-- Opening Marker --

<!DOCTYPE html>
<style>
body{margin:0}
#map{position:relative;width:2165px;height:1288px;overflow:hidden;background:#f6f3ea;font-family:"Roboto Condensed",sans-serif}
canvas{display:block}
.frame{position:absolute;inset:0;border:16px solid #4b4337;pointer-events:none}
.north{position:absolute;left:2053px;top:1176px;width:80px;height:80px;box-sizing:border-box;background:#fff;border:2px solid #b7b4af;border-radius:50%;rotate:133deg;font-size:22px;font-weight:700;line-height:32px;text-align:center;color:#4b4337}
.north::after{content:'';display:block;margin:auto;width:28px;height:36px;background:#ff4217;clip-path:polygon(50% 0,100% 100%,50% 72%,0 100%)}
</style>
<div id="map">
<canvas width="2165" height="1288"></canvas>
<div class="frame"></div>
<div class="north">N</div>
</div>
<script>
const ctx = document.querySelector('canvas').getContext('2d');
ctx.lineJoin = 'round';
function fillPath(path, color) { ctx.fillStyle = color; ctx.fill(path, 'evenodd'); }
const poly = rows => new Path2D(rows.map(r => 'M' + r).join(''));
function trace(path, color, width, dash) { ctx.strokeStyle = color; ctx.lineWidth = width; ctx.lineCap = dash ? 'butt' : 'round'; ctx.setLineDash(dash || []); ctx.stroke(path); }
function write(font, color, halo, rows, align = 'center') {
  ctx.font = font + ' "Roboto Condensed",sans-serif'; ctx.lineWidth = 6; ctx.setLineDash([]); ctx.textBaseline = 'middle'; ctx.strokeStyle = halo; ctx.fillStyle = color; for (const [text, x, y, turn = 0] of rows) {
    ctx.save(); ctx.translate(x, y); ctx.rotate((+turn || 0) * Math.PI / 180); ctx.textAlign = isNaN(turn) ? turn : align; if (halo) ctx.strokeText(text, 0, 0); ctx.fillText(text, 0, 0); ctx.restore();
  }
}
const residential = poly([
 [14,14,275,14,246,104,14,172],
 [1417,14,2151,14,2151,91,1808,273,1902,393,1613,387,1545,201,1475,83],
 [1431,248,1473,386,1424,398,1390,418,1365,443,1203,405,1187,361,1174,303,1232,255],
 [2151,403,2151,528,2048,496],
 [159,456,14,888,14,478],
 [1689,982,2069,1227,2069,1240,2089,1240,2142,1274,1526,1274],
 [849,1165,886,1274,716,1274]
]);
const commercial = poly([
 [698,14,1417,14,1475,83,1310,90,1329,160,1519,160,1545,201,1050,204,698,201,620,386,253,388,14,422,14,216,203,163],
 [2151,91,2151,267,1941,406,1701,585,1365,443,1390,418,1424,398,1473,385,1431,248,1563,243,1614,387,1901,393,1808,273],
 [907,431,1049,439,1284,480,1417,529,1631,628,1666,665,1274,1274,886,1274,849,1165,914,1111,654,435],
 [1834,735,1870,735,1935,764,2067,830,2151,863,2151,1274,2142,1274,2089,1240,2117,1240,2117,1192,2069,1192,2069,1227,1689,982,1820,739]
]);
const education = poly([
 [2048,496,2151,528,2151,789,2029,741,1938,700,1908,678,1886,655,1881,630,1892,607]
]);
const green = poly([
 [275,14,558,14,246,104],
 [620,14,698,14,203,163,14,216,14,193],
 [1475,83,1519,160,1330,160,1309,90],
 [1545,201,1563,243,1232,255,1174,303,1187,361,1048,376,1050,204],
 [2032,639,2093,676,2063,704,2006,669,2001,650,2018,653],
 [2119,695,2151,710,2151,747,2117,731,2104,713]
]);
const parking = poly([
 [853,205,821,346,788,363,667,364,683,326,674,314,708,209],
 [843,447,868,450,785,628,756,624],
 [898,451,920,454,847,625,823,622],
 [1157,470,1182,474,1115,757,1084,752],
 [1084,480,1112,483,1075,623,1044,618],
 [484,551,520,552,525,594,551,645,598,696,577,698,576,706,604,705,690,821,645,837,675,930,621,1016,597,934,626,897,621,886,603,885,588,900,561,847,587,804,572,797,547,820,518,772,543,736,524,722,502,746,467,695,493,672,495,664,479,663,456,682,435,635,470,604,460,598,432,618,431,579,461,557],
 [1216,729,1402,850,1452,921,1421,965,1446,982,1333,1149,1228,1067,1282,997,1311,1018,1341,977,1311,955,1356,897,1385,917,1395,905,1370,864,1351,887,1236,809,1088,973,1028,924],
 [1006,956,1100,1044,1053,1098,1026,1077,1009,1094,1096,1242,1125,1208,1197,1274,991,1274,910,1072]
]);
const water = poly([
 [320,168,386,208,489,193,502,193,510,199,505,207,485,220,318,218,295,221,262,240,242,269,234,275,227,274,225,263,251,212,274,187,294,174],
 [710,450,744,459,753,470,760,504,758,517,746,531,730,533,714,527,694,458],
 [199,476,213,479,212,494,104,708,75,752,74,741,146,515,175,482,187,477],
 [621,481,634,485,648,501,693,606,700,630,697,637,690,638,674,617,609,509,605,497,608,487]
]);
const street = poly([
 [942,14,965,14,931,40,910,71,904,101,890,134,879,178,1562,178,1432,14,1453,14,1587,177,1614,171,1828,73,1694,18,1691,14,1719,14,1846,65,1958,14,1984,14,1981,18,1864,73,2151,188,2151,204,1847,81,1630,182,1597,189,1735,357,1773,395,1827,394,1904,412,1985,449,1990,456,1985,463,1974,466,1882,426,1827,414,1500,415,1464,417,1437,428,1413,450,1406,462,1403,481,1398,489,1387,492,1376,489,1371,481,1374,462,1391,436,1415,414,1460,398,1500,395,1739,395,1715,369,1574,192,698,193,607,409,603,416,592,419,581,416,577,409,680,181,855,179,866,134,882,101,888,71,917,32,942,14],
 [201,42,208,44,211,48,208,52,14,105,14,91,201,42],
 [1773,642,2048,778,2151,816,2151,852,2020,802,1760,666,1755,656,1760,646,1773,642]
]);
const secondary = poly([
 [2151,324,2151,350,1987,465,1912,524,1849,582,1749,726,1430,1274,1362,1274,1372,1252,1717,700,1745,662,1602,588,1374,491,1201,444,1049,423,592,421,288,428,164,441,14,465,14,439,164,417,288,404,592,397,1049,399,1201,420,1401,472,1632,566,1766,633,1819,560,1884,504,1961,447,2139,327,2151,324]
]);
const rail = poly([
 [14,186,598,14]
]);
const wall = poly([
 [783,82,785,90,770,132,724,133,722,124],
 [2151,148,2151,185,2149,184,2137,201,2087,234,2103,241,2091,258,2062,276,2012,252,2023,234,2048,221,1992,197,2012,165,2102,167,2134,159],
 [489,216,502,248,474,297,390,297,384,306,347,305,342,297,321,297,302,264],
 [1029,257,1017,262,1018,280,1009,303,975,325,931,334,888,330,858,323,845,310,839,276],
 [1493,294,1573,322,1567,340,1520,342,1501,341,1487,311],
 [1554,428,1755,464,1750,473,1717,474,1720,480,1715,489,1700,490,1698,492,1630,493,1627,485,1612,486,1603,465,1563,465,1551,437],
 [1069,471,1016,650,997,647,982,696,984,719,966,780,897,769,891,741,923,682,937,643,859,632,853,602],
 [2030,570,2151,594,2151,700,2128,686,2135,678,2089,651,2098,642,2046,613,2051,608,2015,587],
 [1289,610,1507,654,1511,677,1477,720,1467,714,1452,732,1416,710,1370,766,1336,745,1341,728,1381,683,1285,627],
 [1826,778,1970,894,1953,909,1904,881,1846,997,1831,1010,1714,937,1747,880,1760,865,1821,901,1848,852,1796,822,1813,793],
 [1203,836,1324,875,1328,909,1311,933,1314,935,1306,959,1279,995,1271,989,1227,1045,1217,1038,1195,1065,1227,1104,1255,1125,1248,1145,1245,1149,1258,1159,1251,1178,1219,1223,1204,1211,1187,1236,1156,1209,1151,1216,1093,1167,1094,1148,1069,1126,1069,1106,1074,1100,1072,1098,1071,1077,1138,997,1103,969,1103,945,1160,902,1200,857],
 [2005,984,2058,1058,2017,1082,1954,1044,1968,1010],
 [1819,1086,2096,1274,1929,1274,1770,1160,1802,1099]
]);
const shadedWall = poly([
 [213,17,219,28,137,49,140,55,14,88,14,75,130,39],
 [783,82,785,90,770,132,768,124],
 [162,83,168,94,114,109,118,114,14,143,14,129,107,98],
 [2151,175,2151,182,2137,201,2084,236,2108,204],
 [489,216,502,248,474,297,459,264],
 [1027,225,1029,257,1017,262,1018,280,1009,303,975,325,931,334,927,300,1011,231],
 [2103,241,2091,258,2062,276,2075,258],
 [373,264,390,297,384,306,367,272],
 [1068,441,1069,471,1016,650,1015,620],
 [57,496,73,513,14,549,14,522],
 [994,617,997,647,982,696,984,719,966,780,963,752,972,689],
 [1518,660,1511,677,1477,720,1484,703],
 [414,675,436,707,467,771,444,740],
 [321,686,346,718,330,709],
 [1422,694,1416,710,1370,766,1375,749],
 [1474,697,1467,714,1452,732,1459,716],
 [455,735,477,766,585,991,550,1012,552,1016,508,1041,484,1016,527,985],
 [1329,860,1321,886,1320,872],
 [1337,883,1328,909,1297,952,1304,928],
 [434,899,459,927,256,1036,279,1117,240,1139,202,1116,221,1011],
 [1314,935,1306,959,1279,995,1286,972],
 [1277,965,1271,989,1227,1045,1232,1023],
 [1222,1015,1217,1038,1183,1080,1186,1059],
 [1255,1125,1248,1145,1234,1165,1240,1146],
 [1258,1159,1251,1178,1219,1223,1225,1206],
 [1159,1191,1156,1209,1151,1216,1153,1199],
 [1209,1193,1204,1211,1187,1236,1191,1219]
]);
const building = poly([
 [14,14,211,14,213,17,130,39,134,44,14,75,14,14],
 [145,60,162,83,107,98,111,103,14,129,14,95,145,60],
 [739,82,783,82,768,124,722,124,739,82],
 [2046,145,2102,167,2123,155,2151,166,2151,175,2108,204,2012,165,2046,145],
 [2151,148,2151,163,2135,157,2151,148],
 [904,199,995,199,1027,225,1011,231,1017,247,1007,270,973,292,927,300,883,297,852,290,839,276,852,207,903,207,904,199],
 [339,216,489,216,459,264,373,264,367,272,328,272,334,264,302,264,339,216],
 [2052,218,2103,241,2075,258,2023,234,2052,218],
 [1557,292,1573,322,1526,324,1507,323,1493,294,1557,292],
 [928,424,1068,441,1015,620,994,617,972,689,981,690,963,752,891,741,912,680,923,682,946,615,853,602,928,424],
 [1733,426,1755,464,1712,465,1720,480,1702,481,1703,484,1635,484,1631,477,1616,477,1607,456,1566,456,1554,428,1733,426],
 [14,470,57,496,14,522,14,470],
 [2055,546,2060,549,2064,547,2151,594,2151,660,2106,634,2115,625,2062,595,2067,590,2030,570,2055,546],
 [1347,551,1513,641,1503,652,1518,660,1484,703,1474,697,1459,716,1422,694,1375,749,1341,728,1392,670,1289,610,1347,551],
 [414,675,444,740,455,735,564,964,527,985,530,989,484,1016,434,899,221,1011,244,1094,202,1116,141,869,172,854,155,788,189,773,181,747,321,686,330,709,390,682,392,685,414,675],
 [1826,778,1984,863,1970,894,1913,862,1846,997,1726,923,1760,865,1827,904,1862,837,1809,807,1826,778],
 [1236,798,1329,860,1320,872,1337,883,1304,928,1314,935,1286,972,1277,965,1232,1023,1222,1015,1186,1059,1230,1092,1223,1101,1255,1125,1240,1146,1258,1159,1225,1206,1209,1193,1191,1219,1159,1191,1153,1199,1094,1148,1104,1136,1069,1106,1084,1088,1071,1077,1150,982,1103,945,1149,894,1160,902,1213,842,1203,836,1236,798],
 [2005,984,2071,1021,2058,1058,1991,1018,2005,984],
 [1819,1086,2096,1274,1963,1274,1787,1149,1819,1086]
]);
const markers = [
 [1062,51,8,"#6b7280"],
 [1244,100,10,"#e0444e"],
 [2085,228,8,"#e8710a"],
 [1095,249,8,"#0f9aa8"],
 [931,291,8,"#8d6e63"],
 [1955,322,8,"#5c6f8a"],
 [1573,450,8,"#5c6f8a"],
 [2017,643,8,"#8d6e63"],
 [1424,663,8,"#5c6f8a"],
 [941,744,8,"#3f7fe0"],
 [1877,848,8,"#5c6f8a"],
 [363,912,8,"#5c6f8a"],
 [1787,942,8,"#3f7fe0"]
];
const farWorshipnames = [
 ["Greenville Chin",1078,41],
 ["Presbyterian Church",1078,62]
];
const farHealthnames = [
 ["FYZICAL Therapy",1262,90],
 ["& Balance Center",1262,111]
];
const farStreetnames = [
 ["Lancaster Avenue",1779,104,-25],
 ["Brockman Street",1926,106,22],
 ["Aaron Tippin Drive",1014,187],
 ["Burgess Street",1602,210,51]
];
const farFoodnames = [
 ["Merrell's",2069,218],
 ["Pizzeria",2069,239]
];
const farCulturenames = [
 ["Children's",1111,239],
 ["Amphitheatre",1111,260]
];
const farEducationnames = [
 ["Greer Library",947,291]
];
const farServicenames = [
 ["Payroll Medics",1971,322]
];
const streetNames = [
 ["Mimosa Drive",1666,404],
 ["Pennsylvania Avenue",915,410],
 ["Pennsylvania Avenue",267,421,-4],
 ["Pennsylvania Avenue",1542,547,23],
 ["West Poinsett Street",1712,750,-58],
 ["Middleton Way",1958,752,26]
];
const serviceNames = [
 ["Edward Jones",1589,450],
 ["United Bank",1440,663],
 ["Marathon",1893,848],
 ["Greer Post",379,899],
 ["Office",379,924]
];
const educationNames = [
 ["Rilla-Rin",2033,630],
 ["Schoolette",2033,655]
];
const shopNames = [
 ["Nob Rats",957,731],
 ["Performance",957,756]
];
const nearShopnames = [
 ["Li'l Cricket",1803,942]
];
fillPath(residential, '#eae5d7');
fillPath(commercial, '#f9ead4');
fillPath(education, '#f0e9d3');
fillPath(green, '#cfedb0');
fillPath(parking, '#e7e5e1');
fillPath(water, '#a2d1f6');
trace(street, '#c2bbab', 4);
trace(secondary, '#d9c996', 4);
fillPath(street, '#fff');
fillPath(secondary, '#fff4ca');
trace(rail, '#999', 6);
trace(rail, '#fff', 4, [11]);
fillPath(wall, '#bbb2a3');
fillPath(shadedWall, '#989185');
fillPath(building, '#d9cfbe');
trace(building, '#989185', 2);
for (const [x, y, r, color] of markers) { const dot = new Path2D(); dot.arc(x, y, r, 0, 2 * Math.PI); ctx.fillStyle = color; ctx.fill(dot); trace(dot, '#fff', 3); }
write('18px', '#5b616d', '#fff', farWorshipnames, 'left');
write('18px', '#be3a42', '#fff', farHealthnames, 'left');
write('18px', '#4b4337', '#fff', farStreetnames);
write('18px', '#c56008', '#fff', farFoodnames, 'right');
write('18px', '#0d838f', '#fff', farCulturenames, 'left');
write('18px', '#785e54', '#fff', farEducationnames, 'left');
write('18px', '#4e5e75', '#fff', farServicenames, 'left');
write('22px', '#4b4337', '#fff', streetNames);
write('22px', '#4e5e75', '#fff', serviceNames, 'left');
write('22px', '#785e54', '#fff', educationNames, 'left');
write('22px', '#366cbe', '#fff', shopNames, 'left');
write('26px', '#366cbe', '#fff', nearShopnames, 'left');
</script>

-- Closing Marker --

Whenever "lineWidth" shows up in a line of the listing, copy that whole line.

> [ANSWER SECTION]:
function trace(path, color, width, dash) { ctx.strokeStyle = color; ctx.lineWidth = width; ctx.lineCap = dash ? 'butt' : 'round'; ctx.setLineDash(dash || []); ctx.stroke(path); }
  ctx.font = font + ' "Roboto Condensed",sans-serif'; ctx.lineWidth = 6; ctx.setLineDash([]); ctx.textBaseline = 'middle'; ctx.strokeStyle = halo; ctx.fillStyle = color; for (const [text, x, y, turn = 0] of rows) {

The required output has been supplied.